§ **What to produce**
In the records below, how many lines hold the string "Pleasant"? Give only the number.

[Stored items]
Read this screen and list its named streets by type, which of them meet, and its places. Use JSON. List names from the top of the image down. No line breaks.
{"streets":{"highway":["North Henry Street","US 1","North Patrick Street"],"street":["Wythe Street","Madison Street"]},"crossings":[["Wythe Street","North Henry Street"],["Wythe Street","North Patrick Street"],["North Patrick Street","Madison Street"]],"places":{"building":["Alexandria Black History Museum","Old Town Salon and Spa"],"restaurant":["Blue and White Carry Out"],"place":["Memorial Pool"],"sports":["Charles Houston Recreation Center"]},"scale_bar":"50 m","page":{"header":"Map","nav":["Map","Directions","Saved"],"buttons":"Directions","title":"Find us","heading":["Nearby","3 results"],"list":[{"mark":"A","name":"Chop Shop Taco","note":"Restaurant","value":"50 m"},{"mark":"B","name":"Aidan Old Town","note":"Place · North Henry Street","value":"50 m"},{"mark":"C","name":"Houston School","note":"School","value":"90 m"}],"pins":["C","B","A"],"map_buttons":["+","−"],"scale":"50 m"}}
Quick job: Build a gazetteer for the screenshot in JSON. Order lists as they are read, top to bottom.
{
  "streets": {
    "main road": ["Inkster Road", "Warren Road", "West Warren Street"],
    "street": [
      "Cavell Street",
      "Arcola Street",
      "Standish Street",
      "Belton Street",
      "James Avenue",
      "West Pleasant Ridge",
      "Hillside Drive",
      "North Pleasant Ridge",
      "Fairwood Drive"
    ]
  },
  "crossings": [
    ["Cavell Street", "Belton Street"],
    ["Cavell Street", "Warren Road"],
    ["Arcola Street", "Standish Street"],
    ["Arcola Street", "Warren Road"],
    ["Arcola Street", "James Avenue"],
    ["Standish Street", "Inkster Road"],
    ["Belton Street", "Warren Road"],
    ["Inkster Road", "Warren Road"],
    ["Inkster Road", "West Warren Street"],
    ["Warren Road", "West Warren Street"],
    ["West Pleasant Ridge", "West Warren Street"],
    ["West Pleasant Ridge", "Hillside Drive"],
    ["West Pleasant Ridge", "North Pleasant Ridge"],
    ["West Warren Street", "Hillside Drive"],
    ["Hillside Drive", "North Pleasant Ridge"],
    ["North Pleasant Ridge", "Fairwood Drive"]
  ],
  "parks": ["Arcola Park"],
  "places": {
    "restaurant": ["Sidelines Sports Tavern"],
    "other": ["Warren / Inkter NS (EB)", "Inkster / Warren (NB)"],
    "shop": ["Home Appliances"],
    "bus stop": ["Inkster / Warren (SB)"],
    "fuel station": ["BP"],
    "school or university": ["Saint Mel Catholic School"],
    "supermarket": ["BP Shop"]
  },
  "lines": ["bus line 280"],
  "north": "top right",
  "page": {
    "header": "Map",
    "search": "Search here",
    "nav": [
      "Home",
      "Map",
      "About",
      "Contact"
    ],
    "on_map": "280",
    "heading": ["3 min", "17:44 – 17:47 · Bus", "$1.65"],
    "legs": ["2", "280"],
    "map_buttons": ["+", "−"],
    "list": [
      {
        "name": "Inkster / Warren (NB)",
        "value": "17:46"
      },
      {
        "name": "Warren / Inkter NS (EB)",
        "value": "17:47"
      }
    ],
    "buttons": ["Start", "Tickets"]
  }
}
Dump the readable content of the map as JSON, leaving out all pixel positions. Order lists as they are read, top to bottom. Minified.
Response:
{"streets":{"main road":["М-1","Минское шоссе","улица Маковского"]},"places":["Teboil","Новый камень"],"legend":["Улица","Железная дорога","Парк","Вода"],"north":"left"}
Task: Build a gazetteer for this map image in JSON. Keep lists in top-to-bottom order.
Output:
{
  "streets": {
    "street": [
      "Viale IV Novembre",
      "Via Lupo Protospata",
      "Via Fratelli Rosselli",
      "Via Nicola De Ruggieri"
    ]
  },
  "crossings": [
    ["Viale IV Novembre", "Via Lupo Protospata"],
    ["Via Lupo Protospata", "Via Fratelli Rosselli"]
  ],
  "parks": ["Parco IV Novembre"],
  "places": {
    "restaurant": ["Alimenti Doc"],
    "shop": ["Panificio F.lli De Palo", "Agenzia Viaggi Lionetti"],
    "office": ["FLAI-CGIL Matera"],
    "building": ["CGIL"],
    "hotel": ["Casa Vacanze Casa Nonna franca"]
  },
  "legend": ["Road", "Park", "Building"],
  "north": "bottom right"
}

§ **Response**
7